Although implementation of androgenic steroid hormones may be beneficial in numerous medical conditions, their therapeutic utilization is often limited by possible adverse effects.1,2 To overcome the restrictions arising from global activation of androgen receptors, selective androgen receptor modulators (SARMs) are being developed. SARMs are a class of tissue‑selective receptor ligands that have similar anabolic properties to anabolic steroids, but with reduced side effects.3 Moreover, due to their anabolic action, they are gaining popularity among athletes and bodybuilders.4 We report a rare case of a young man in whom SARM abuse resulted in catastrophic clinical condition with severe heart failure (HF).
A 22‑year‑old man who has been training weightlifting was admitted to a hospital with symptoms of severe HF (New York Heart Association [NYHA] class III) with tachypnea and severe leg edema. The patient did not have any risk factors for HF and his medical history was unremarkable. Exertional dyspnea had worsened over the last 3 months. Chest X‑ray showed pulmonary edema and heart enlargement. On electrocardiography, sinus rhythm of 75 bpm with signs of left ventricular [LV] hypertrophy and inverted T waves in leads V1–V6 were observed. Laboratory tests showed an elevated level N‑terminal pro–B-type natriuretic peptide (4482 pg/ml; reference range, 0–125 pg/ml).

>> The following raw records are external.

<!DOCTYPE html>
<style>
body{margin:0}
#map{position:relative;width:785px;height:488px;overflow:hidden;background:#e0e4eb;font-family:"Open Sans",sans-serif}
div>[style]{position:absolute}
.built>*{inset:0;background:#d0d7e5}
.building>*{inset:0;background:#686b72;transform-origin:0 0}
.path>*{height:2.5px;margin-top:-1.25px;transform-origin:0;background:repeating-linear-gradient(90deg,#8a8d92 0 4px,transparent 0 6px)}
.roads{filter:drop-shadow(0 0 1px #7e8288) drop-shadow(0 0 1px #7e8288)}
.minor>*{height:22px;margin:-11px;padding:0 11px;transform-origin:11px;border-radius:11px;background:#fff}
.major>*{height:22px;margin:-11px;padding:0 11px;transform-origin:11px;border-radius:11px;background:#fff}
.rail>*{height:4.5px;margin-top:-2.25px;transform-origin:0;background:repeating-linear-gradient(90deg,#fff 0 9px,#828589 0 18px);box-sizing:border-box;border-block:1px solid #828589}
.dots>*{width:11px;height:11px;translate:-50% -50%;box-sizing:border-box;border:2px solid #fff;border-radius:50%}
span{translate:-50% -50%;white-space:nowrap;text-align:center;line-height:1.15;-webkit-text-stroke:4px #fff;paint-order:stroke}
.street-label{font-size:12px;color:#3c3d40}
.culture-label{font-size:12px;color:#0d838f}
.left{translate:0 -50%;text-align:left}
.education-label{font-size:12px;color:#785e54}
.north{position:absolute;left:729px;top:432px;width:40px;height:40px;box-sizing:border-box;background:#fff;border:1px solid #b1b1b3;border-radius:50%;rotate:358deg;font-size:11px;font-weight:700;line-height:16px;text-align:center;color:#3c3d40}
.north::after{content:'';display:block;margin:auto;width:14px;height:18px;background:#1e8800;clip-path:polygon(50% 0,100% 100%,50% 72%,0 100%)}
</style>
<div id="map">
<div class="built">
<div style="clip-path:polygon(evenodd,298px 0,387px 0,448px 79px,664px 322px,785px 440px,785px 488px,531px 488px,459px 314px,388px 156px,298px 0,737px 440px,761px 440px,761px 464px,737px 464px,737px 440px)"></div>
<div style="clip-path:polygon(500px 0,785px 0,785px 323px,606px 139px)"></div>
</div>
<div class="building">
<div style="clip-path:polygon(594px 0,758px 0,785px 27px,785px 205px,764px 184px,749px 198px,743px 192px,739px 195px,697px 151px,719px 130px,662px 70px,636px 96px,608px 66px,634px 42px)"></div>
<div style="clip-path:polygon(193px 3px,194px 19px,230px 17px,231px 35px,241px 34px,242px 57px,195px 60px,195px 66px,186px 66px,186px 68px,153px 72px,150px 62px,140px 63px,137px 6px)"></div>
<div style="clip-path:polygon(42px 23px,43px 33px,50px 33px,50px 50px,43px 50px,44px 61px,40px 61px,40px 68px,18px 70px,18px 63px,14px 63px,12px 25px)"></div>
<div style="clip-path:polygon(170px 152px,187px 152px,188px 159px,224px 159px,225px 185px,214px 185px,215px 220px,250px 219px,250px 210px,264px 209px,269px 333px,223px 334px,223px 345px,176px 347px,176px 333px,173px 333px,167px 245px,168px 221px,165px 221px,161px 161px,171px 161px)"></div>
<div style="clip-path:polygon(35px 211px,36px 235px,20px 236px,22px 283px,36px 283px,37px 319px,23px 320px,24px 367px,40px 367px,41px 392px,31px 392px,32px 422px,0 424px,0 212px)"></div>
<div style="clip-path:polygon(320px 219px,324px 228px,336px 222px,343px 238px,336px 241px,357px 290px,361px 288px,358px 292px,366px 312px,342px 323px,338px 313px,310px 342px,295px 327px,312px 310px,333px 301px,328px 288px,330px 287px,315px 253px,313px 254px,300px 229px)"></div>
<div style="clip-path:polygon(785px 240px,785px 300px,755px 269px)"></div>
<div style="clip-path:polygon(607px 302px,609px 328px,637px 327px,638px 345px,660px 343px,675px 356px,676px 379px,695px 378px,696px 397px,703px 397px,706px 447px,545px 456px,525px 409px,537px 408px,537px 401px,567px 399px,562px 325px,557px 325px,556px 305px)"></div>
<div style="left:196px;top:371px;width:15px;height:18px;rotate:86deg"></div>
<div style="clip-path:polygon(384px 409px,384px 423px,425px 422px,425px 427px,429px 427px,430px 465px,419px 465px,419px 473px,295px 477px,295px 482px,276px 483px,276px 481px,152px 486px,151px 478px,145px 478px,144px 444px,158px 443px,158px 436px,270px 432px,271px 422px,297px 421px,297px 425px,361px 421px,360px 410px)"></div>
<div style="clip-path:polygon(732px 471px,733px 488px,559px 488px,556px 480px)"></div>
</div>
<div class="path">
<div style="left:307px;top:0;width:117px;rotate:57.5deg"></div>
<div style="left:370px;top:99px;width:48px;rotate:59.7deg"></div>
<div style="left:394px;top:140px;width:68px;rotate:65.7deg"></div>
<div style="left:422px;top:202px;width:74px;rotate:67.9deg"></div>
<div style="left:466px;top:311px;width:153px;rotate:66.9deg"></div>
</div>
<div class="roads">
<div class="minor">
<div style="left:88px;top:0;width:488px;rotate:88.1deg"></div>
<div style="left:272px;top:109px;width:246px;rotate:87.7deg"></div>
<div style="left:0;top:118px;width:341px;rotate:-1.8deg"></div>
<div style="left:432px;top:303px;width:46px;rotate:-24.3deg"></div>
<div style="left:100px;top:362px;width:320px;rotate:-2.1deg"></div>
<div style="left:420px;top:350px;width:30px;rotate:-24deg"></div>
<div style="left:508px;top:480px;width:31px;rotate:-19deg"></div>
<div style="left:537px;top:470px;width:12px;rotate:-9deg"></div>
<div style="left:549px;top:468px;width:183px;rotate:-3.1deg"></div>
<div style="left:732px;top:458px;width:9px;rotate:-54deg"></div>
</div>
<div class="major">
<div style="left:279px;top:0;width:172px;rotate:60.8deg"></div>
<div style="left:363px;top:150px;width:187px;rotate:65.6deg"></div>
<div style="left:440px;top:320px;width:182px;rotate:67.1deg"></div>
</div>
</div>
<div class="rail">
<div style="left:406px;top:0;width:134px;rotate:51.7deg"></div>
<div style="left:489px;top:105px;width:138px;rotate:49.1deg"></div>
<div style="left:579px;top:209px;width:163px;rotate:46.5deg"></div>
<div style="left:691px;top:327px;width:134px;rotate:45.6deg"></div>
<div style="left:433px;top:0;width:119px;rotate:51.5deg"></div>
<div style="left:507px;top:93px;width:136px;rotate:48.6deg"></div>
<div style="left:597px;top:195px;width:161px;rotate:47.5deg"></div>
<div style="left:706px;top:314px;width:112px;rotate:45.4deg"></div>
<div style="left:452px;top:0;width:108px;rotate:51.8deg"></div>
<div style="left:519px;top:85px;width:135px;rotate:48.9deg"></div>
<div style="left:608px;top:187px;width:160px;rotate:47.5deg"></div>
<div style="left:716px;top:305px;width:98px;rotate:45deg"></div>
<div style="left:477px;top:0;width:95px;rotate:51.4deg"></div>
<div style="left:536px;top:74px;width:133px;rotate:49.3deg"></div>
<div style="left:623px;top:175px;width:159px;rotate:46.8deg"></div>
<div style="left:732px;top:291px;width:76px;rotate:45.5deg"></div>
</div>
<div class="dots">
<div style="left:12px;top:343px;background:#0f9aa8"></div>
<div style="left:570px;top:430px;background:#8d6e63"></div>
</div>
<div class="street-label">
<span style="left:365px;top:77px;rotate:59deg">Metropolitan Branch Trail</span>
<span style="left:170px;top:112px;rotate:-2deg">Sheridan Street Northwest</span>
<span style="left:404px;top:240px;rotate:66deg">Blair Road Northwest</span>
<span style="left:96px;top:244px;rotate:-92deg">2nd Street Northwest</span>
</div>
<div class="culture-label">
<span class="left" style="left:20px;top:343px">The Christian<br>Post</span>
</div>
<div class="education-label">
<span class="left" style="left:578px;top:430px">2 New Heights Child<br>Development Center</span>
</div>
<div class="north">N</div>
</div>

The patient admitted to SARM (RAD‑140; Testolone) abuse over the last 6 months. The drug was self‑administered in cycles of 8 weeks, without any intervals between the cycles.
Echocardiography showed LV end‑diastolic diameter (LVEDD) enlargement (82 mm) with a reduced LV ejection fraction (LVEF) of 15% and global hypokinesis (Figure 1A). Cardiac magnetic resonance imaging confirmed LVEDD enlargement with global hypokinesis and signs of subepicardial and mid‑wall LV fibrosis, possibly corresponding to toxic or postinflammatory myocardial damage (Figure 1B–1D).5

Adequate modern pharmacologic treatment of HF was implemented, and the patient was recommended to stop SARM abuse. A rapid uptitration strategy was adopted, and the patient reached the maximum optimal angiotensin receptor / neprilysin inhibitor dose 1 month after discharge. At the 2‑month follow‑up, his clinical condition improved, HF symptoms reduced to NYHA class I/II, and LVEF increased by up to 25%. Optimal pharmacotherapy was continued. At the 5‑month follow‑up, further improvement was noted, with reduction of LVEDD to 68 mm and LVEF increase to 35% (Figure 1E–1G). After 9 months, a reduction of LVEDD to 67 mm and an increase of LVEF to 40% were observed (Figure 1H).
We report a peculiar case, where excessive use of SARMs led to a severe HF. However, it seems that clinical improvement is achievable following SARM discontinuation and optimal medical treatment implementation. This report highlights the potentially disastrous consequences of SARM intake and underscores the importance of cautionary advice against their usage.